_Your goal_
Pull each line holding "data" out of the entries below.

- Opening Delimiter -

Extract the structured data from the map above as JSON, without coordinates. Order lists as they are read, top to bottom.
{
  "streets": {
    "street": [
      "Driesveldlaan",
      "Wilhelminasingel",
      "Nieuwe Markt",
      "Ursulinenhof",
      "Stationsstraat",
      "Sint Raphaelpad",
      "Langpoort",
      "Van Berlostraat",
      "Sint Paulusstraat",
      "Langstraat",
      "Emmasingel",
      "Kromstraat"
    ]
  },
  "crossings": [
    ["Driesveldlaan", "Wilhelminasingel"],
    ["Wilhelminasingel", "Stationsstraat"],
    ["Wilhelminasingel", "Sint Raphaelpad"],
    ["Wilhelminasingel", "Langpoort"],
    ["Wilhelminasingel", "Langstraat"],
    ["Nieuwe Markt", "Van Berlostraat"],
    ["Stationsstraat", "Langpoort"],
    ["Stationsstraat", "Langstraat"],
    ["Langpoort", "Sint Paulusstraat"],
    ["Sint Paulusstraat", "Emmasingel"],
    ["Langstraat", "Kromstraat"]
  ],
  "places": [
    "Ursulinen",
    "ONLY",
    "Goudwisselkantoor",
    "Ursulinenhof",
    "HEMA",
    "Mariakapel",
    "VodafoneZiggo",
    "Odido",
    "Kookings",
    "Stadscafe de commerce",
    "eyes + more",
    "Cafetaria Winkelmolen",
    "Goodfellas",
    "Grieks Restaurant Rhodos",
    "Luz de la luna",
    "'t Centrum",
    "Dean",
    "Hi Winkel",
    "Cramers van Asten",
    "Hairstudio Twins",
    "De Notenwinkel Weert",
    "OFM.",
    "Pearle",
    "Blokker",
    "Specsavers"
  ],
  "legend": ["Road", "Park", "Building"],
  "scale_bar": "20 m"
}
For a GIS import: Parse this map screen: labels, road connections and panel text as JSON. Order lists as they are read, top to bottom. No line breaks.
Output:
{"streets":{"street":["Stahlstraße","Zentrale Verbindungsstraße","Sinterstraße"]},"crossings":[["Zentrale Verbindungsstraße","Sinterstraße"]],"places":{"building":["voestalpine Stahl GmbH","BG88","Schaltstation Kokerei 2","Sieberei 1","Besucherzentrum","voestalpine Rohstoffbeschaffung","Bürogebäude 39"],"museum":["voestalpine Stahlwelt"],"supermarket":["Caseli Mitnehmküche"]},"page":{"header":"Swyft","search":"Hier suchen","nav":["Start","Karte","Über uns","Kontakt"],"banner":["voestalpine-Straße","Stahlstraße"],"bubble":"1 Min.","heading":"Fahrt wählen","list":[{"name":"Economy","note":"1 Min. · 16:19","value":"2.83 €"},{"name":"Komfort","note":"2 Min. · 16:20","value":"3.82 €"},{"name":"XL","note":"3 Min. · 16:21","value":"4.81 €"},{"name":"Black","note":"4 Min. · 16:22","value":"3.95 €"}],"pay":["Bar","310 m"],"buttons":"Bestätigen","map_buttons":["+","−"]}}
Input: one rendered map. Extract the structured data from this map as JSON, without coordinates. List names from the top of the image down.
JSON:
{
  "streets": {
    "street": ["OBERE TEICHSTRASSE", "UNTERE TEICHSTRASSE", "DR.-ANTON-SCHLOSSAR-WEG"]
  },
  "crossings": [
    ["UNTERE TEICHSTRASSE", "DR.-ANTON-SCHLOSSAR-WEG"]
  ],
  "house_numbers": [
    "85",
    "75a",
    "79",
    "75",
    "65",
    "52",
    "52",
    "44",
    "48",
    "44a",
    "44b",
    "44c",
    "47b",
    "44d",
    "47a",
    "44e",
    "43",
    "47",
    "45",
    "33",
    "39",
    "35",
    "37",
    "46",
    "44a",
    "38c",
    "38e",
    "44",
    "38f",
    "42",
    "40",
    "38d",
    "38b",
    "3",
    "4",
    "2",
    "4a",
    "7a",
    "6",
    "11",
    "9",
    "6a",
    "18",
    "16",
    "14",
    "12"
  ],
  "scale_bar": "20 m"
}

- Closing Delimiter -

_Answer box_
Extract the structured data from the map above as JSON, without coordinates. Order lists as they are read, top to bottom.
Input: one rendered map. Extract the structured data from this map as JSON, without coordinates. List names from the top of the image down.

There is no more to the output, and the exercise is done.